1.  Btw, has anyone ever figured out how the very elusive and mysterious “To Be Announced (TBA)”, the professor who appears in nearly all course catalogs, ends up teaching so many subjects at so many schools at the same time? He or she must have an incredibly busy schedule.

2.  These nine Subway Fold posts cover, among other VR and AR related stories, the technology of Oculus.

3.  This donation was reported in an article on September 11, 2014 in The Washington Post in an article entitled Brendan Iribe, Co-founder of Oculus VR, Makes Record $31 Million Donation to U-Md by Nick Anderson.
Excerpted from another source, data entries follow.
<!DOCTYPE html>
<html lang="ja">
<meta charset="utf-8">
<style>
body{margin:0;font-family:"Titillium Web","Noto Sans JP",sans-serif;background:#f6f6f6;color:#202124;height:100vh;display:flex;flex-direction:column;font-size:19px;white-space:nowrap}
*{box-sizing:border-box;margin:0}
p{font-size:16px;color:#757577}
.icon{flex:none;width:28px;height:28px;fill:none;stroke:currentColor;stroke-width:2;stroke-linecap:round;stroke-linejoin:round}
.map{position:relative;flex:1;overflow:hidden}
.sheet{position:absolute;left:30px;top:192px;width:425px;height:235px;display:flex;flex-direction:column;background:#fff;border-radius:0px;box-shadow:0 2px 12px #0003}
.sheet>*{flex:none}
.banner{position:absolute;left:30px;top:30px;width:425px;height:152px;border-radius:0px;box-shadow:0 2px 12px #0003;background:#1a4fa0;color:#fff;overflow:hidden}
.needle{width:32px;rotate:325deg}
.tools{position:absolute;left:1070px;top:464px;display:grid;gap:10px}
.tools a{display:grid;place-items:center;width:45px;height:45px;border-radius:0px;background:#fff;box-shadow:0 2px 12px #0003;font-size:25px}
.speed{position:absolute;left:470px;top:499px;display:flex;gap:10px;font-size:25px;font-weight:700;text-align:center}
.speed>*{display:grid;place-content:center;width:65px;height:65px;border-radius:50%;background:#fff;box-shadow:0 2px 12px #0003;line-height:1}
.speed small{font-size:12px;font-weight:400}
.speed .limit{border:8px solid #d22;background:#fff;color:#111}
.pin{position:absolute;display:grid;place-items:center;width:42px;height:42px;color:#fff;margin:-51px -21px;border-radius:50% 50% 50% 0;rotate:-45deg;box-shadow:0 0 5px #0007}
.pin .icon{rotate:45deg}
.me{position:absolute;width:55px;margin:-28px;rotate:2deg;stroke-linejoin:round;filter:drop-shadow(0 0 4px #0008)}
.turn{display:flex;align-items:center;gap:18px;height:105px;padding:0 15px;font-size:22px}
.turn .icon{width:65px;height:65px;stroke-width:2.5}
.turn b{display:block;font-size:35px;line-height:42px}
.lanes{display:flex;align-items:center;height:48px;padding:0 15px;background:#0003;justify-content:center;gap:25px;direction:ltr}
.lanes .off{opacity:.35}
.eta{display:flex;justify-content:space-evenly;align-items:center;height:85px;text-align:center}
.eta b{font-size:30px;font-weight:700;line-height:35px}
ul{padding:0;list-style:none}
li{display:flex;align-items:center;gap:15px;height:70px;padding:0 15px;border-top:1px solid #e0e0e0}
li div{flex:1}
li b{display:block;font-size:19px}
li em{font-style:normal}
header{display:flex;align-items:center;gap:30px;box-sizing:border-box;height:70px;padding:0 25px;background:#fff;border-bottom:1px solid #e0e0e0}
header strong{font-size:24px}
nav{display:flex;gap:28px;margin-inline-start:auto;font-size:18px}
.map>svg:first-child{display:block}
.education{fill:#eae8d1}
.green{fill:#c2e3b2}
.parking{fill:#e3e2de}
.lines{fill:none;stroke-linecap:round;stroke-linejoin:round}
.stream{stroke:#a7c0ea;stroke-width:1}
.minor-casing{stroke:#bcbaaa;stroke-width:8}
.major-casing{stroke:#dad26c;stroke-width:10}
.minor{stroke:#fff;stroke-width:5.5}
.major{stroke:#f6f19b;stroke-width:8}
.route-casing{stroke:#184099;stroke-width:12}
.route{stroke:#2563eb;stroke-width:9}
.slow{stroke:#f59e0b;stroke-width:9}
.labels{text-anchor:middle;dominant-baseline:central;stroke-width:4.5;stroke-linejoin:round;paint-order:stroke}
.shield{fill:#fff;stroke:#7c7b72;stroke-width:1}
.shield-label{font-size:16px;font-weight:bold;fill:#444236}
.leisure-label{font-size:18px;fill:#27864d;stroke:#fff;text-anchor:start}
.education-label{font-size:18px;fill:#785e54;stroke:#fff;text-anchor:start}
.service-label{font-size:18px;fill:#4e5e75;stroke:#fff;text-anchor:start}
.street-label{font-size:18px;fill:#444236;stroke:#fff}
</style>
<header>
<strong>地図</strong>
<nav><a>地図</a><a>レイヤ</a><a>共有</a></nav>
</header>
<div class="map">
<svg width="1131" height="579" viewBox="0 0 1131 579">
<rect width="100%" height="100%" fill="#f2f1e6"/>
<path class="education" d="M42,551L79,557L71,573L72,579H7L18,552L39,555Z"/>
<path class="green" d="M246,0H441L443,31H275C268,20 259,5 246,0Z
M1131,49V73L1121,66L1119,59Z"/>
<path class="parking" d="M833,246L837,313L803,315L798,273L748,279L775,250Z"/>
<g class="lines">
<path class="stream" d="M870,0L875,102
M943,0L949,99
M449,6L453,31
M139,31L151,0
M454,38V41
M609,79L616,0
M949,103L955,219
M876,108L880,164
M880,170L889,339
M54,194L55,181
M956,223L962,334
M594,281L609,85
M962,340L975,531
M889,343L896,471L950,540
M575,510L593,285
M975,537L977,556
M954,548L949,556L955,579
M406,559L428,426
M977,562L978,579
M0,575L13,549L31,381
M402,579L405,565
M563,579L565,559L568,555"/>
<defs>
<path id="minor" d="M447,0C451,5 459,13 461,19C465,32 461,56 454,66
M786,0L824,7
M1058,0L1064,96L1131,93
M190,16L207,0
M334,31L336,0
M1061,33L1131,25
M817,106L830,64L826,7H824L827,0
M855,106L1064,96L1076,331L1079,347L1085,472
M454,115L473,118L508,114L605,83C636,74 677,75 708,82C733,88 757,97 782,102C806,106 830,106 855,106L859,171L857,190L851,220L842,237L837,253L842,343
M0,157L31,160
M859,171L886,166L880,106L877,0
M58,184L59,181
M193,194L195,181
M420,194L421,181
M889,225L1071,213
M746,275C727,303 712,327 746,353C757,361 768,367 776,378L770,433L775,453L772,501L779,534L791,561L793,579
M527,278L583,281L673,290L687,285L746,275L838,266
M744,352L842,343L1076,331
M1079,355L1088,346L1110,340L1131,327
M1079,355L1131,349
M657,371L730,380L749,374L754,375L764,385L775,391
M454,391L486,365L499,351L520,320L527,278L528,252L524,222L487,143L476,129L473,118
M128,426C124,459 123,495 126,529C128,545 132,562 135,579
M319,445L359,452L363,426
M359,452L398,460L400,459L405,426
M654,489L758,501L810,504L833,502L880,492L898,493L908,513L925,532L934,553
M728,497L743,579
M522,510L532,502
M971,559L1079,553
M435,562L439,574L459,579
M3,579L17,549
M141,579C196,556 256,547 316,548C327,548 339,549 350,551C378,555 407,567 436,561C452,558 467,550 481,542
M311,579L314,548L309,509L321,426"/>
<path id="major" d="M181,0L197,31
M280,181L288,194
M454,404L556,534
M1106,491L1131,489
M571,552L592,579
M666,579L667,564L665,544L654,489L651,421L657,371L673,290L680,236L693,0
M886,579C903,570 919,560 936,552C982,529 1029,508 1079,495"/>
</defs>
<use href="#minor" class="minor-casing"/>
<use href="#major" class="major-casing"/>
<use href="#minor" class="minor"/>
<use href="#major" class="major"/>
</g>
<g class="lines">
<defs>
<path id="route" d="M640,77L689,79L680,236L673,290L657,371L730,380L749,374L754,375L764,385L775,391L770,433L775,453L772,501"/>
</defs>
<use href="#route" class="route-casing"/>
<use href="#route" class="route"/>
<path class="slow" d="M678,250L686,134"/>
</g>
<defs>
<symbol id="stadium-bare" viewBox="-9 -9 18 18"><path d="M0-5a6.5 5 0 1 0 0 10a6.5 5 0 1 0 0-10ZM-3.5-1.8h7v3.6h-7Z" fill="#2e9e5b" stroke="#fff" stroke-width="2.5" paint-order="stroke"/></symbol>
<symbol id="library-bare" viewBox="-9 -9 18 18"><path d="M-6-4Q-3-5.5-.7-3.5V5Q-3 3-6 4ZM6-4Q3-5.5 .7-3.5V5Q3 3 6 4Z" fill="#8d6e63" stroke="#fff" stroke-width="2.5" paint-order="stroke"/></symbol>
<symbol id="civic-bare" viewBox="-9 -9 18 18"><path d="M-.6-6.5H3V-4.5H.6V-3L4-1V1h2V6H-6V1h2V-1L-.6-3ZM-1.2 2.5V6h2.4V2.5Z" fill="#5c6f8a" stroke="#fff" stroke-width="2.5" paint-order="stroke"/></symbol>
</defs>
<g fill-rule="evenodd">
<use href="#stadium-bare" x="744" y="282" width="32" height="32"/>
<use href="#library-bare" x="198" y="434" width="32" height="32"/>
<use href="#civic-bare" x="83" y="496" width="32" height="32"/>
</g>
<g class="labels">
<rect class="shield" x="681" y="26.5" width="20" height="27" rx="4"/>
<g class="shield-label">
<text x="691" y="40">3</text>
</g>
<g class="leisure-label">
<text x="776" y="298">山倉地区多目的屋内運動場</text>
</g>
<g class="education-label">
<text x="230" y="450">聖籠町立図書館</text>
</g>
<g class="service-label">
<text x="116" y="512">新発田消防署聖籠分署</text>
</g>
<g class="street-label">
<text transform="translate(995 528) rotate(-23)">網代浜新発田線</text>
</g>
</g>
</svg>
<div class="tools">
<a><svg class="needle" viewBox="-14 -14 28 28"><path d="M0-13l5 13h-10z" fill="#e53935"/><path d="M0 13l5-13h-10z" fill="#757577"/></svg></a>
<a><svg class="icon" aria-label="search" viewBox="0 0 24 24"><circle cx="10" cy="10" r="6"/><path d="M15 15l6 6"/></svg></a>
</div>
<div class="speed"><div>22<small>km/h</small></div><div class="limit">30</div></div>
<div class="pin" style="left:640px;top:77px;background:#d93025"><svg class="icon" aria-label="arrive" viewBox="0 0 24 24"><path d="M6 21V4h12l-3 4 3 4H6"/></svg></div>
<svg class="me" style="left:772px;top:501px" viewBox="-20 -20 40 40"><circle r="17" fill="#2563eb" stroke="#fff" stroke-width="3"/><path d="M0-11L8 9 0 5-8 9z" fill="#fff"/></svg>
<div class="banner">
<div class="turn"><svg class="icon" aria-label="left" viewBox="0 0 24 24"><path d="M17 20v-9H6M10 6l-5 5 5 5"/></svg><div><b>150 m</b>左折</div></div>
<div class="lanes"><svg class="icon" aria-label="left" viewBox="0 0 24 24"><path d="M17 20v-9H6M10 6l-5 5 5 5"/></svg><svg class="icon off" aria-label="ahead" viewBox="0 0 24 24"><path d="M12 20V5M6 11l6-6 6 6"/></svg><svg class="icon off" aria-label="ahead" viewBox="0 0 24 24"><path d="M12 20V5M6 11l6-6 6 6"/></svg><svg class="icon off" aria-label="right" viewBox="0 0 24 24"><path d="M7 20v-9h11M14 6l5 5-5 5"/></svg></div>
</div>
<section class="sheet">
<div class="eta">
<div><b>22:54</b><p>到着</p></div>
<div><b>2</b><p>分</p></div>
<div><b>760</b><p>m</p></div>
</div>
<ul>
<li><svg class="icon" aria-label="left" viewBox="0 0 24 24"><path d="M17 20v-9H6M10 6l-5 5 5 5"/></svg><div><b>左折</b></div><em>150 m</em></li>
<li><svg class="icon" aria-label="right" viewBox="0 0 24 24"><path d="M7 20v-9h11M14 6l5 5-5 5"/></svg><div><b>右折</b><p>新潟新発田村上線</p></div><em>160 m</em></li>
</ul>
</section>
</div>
4.  See also the February 18, 2015 Subway Fold post entitled A Real Class Act: Massive Open Online Courses (MOOCs) are Changing the Learning Process.

5.  See also Designing Sound for Virtual Reality by Todd Baker posted on on December 21, 2015, for a thorough overview of this aspect of VR, and the August 5, 2015 Subway Fold post entitled  Latest Census on Virtual Senses: A Seminar on Augmented Reality in New York covering, among other AR technologies, the development work and 3D sound wireless headphones of Hooke Audio.

6.  On a somewhat related topic, see the December 18, 2015 Subway Fold post entitled Mind Over Subject Matter: Researchers Develop A Better Understanding of How Human Brains Manage So Much Information.